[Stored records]
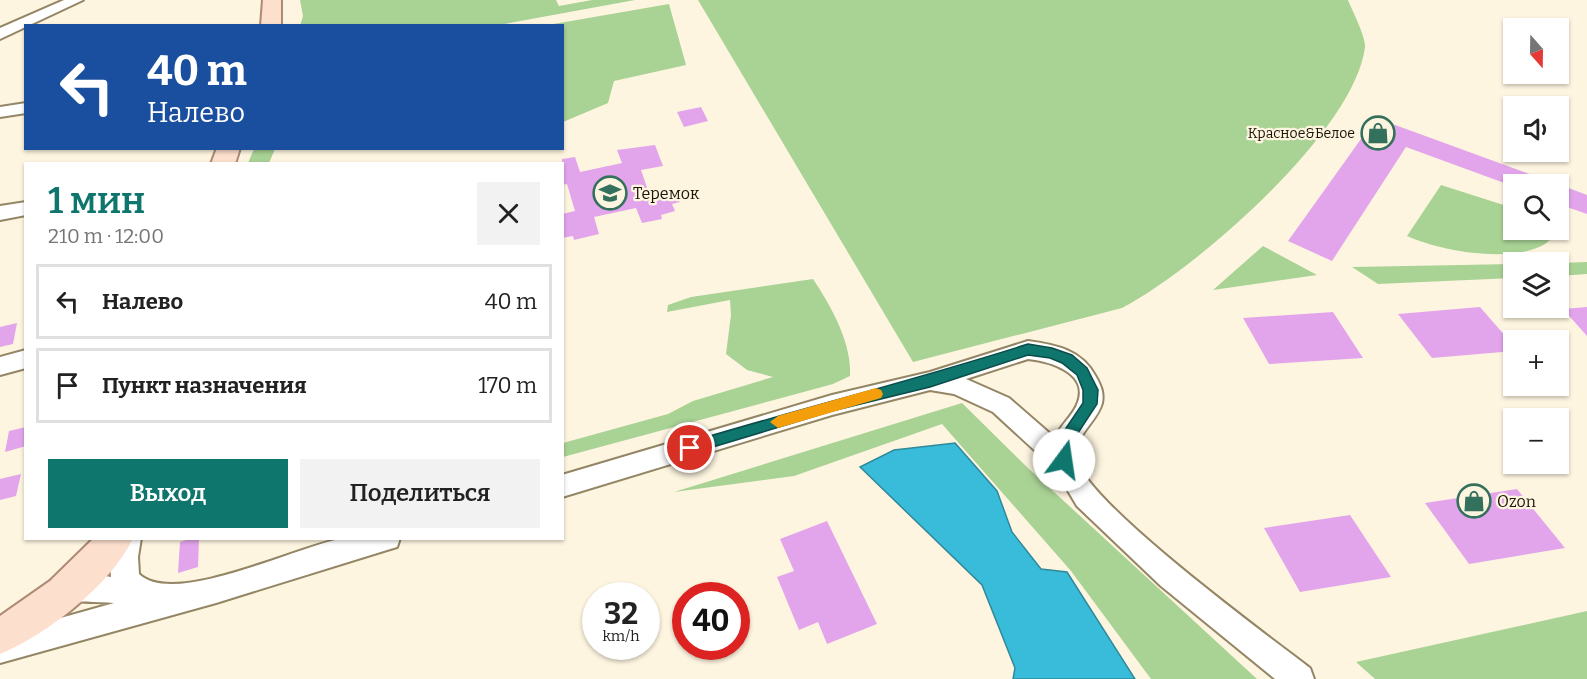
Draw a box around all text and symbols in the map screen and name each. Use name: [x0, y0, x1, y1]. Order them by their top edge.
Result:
north arrow: [1503, 18, 1569, 84]
map controls: [1503, 18, 1569, 474]
text: 40 m: [147, 46, 247, 96]
icon: left: [48, 48, 126, 126]
button: sound: [1503, 96, 1569, 162]
text: Налево: [147, 97, 245, 129]
shop icon: Красное&Белое: [1360, 115, 1396, 151]
place label: Красное&Белое: [1248, 125, 1355, 142]
button: search: [1503, 174, 1569, 240]
school or university icon: Теремок: [592, 175, 628, 211]
text: 1 мин: [48, 179, 145, 223]
button: close: [477, 182, 540, 245]
place label: Теремок: [633, 184, 700, 203]
text: 210 m · 12:00: [48, 224, 164, 248]
button: layers: [1503, 252, 1569, 318]
icon: left: [51, 285, 84, 318]
text: Налево: [102, 288, 183, 315]
text: 40 m: [485, 288, 537, 315]
button: +: [1503, 330, 1569, 396]
icon: arrive: [51, 369, 84, 402]
text: Пункт назначения: [102, 372, 307, 399]
text: 170 m: [478, 372, 537, 399]
button: −: [1503, 408, 1569, 474]
pin: [664, 422, 715, 473]
position arrow: [1032, 428, 1096, 492]
icon: arrive: [673, 431, 706, 464]
button: Выход: [48, 459, 288, 528]
button: Поделиться: [300, 459, 540, 528]
shop icon: Ozon: [1456, 483, 1492, 519]
place label: Ozon: [1497, 492, 1536, 511]
speed limit sign: 40: [672, 582, 750, 660]
text: 32: [604, 596, 638, 632]
text: km/h: [602, 627, 640, 645]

EXERCISE PROMPT –
If a line above holds the word "Ozon", copy it.

RESULT OF THE EXERCISE –
shop icon: Ozon: [1456, 483, 1492, 519]
place label: Ozon: [1497, 492, 1536, 511]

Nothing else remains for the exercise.